Every line in the material below that includes "speed" should be copied.

---

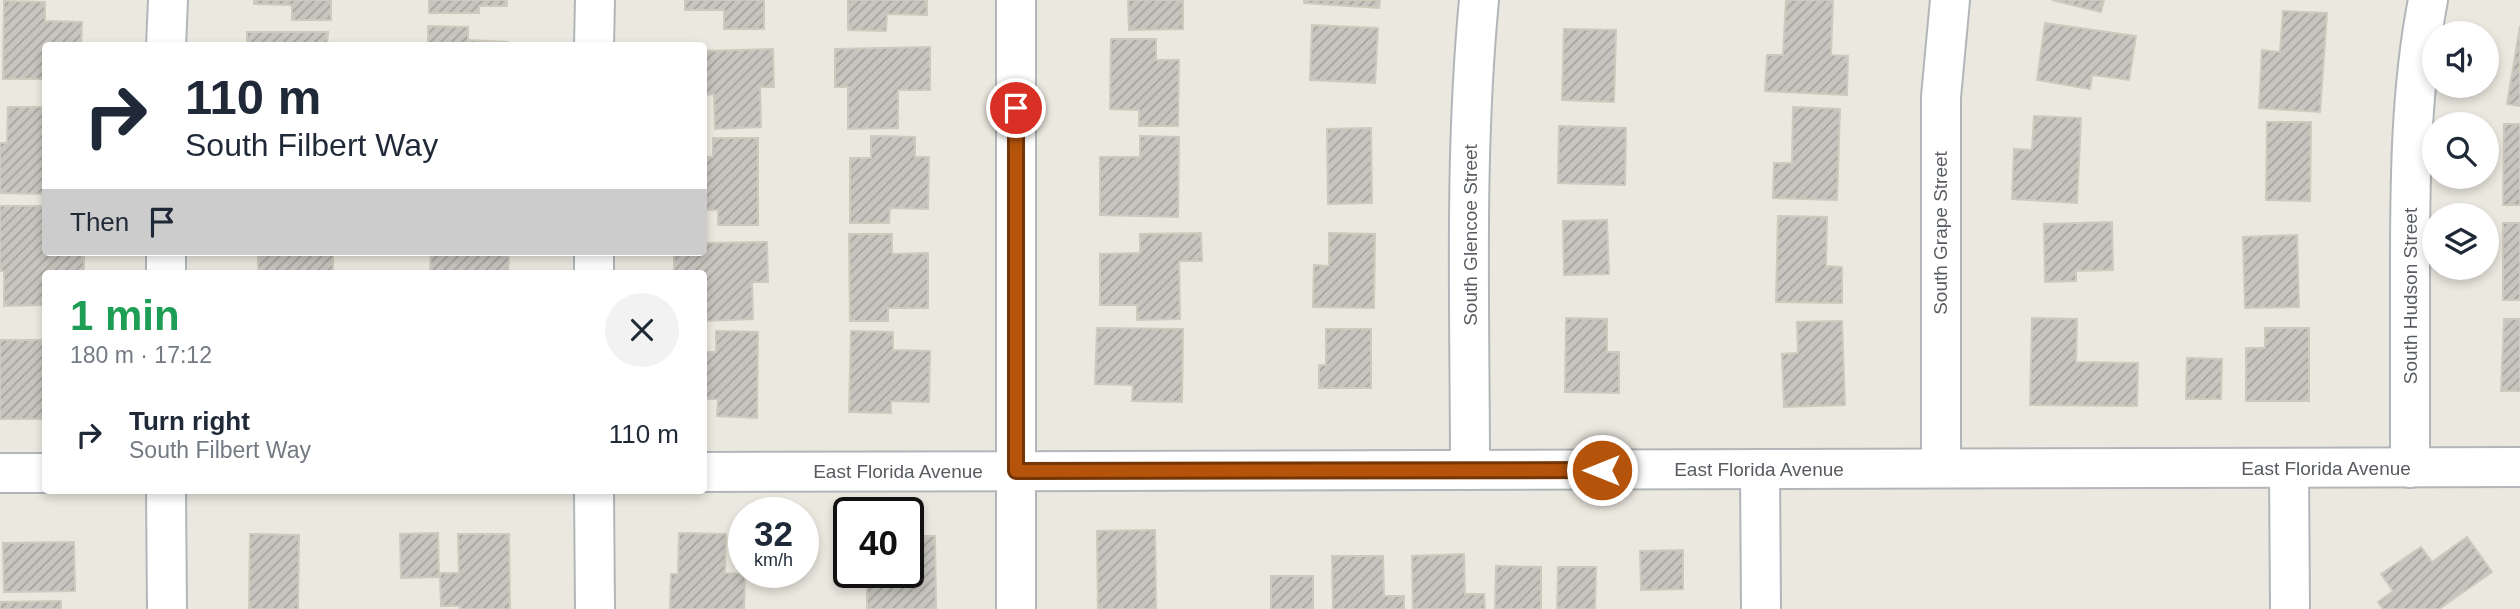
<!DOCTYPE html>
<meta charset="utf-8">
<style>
:root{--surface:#fff;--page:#f2f2f3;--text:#1f2937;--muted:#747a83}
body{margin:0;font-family:Helvetica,sans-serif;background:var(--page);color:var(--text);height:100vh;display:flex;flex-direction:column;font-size:26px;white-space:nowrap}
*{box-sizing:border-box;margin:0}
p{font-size:23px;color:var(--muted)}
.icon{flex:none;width:38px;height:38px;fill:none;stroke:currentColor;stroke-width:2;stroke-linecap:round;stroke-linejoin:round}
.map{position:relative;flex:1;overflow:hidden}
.drawer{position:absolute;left:42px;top:270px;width:665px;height:224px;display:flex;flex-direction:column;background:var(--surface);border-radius:7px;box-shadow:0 4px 10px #0003}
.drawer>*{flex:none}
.hud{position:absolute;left:42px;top:42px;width:665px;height:214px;border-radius:7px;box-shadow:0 4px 10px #0003;background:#fff;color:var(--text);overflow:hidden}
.tools{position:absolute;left:2422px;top:21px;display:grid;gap:14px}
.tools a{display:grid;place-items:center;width:77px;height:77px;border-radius:50%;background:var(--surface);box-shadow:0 4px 10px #0003;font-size:35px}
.speed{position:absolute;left:728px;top:497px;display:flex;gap:14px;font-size:35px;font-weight:700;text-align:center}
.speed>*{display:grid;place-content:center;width:91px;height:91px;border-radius:50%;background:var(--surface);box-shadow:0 4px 10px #0003;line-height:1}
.speed small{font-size:18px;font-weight:400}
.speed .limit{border:4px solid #111;border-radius:10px;background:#fff;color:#111}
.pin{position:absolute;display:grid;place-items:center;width:60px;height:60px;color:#fff;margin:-30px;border:4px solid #fff;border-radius:50%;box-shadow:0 2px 7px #0007}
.me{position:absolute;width:77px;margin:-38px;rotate:270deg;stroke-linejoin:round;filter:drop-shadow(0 0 5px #0008)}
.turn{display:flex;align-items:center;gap:24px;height:147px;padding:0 28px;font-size:32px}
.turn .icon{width:91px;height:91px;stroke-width:2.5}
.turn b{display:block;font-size:49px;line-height:60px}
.then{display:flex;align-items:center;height:66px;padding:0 28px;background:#0003;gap:14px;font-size:26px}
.round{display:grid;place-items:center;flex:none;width:74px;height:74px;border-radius:37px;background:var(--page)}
.headline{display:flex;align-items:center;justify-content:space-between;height:119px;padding:0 28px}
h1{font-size:42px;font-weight:700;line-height:52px;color:#1e9e55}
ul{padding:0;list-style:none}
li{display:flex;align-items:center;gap:21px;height:91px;padding:0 28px}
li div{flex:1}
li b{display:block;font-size:26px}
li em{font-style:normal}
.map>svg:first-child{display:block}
.building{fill:url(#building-hatch);stroke:#cfcabe;stroke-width:2}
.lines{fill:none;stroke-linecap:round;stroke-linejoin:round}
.minor-casing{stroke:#b2b6ba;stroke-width:42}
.tertiary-casing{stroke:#b2b6ba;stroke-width:42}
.minor{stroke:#fff;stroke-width:38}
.tertiary{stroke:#fff;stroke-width:38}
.route-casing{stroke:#753606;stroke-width:18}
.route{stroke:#b45309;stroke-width:12}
.labels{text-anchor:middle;stroke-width:7;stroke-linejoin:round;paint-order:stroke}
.street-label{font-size:19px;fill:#585c60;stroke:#fff}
</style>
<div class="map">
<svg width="2520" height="609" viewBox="0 0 2520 609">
<defs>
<pattern id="building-hatch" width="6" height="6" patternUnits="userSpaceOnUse" patternTransform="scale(1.75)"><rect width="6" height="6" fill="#c8c5bf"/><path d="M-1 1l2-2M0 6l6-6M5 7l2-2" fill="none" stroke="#a5a39f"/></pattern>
</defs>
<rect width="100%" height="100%" fill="#ebe8df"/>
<!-- building -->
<path class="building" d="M254 0H331V20H292V5L254 4Z
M429 0H507V6H479V13H429Z
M685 0H764V29H724V10H685Z
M848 0H927V15L887 14 886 31 848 30Z
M1128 0H1183V29L1129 30Z
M1304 0H1380L1379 8 1304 3Z
M1786 0H1833L1831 55 1848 56 1847 95 1765 91 1767 55H1783Z
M2052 0H2104L2101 12Z
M4 1 45 2V21L82 22 81 46H46V79H3Z
M2283 11 2327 13 2320 112 2259 108 2262 50 2280 52Z
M2045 23 2136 36 2129 80 2092 75 2090 89 2037 80Z
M1312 25 1378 28 1375 83 1310 80Z
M428 26 468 27V40L508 42V46H428Z
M2520 26V106L2507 104Z
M1564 29 1616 30 1614 102 1562 100Z
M247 32H328L327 46H247Z
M1111 39H1156V60H1179L1178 126H1139V110L1110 109Z
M930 47V90H898V128L848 129V87H835V49Z
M773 49 774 87H760L761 127 715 129 714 94 704 95V51Z
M8 107H46V194L0 193V143H7Z
M1793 107 1840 109 1837 200 1773 198 1774 163H1792Z
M2034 116 2081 118 2077 203 2012 199 2014 149 2032 150Z
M2267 122H2311L2310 201 2266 200Z
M2504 124H2520V205H2503Z
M1559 126 1626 128 1625 185 1558 183Z
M1371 128 1372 203 1328 204 1327 129Z
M871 136 915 137V157H929L928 209 890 208 889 223H850V158H871Z
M1140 136 1179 137 1178 217 1100 215V157H1140Z
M713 138H758V225H718V210H704V157H713Z
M0 206H46V252H84V273H46V305L4 306V271H0Z
M1778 216 1827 217 1826 266 1842 267V303L1776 302Z
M1607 220 1609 274 1564 275 1563 221Z
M2112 222 2113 270 2076 271V281L2045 282 2044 224Z
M2503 223H2520V300H2503Z
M1201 233 1202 261H1179L1180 319 1137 320V305H1100V254L1140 253V234Z
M1329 233 1375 234 1374 308 1313 307 1314 265 1329 266Z
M849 234H892V254L928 253V308H888V321H850Z
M2297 235 2299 307 2245 308 2243 237Z
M767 242 768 282H752L753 319 705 321 704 273H674V252H704V243Z
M258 252H333V273H258Z
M431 252H509L508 273H430Z
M1566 318 1607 319V352H1619V393L1565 392Z
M2032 318 2077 319 2076 362 2138 363 2137 406 2030 405Z
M2504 319H2520V391H2501Z
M1842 321 1845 405 1784 407 1782 354 1798 353 1797 322Z
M1097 328 1183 329 1182 402 1132 401 1133 385 1095 384Z
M2265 328H2309V401H2246V348H2265Z
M1326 329H1371V388H1319V365H1326Z
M716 331 758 332 757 418 717 416 718 399H704V352H716Z
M851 331 893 332V350L930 351 929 402 891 401V413L849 412Z
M0 340H46V419H0Z
M2187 358 2222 359 2221 399H2186Z
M1155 530 1156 609H1098L1097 531Z
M438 533 439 577 401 578 400 534Z
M679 533 726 534 725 573 745 574 744 609H670L671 574H678Z
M250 534 299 535 298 609H249Z
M458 534H509L510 609H460V606H441L440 573H459Z
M908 536H935L936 609H867V576H884L883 572H908Z
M2467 537 2492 572 2439 609H2383L2378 602 2393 591 2381 574 2421 547 2432 562Z
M74 542 75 591 4 592 3 543Z
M1683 550V589L1641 590 1640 551Z
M1464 554 1465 594H1484L1485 609H1413L1412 556Z
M1332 556H1383L1384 596H1404V609H1333Z
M1496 566 1541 567V609H1495Z
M1558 567H1596L1595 609H1557Z
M1271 576H1313V609H1271Z
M61 601V609H0V602Z"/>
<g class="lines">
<defs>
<path id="minor" d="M1016 0V609
M166 46 168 0
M594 46 595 0
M166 252V273
M594 273V252
M1941 468V97L1950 0
M2289 468 2290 609
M2410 468C2410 400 2410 333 2410 265 2410 177 2411 87 2428 0
M1760 469 1761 609
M1470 470C1470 313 1464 157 1479 0
M166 490 167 609
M594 490 595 609"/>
<path id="tertiary" d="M704 472 2520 467
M0 473H46"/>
</defs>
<!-- minor casing -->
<use href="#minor" class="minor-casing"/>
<!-- tertiary casing -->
<use href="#tertiary" class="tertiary-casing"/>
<!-- minor -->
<use href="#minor" class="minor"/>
<!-- tertiary -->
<use href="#tertiary" class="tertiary"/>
</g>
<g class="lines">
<defs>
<path id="route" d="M1016 108V471L1602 470"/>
</defs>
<!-- route casing -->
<use href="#route" class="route-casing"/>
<!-- route -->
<use href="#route" class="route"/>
</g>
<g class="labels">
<!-- street labels -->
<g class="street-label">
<text transform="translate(1940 233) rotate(-90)" y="7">South Grape Street</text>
<text transform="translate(1470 235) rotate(-90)" y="7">South Glencoe Street</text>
<text transform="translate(2410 296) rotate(-90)" y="7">South Hudson Street</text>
<text x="2326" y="475">East Florida Avenue</text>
<text x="1759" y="476">East Florida Avenue</text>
<text x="898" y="478">East Florida Avenue</text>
</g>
</g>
</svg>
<div class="tools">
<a><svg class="icon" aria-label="sound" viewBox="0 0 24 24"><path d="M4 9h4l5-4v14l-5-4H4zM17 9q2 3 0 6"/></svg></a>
<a><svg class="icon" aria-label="search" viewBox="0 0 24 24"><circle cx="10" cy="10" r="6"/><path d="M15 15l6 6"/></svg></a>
<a><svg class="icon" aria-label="layers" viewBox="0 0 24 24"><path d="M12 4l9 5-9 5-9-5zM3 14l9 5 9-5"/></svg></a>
</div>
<div class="speed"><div>32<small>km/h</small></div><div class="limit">40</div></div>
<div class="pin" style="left:1016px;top:108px;background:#d93025"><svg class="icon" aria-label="arrive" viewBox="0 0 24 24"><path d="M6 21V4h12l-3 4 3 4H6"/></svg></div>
<svg class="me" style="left:1602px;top:470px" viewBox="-20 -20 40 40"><circle r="17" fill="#b45309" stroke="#fff" stroke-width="3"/><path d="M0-11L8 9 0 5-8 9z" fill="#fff"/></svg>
<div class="hud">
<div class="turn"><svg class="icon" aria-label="right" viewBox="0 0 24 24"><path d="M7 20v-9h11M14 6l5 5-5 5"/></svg><div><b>110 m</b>South Filbert Way</div></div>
<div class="then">Then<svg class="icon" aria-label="arrive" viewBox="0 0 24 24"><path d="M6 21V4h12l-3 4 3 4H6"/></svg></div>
</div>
<section class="drawer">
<div class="headline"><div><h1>1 min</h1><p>180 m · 17:12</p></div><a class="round"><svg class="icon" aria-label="close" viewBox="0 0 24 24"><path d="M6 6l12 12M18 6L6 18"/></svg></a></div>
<ul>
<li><svg class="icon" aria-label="right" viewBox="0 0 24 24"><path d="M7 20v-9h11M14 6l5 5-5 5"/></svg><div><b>Turn right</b><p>South Filbert Way</p></div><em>110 m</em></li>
</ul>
</section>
</div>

---

■ **Exercise result**:
.speed{position:absolute;left:728px;top:497px;display:flex;gap:14px;font-size:35px;font-weight:700;text-align:center}
.speed>*{display:grid;place-content:center;width:91px;height:91px;border-radius:50%;background:var(--surface);box-shadow:0 4px 10px #0003;line-height:1}
.speed small{font-size:18px;font-weight:400}
.speed .limit{border:4px solid #111;border-radius:10px;background:#fff;color:#111}
<div class="speed"><div>32<small>km/h</small></div><div class="limit">40</div></div>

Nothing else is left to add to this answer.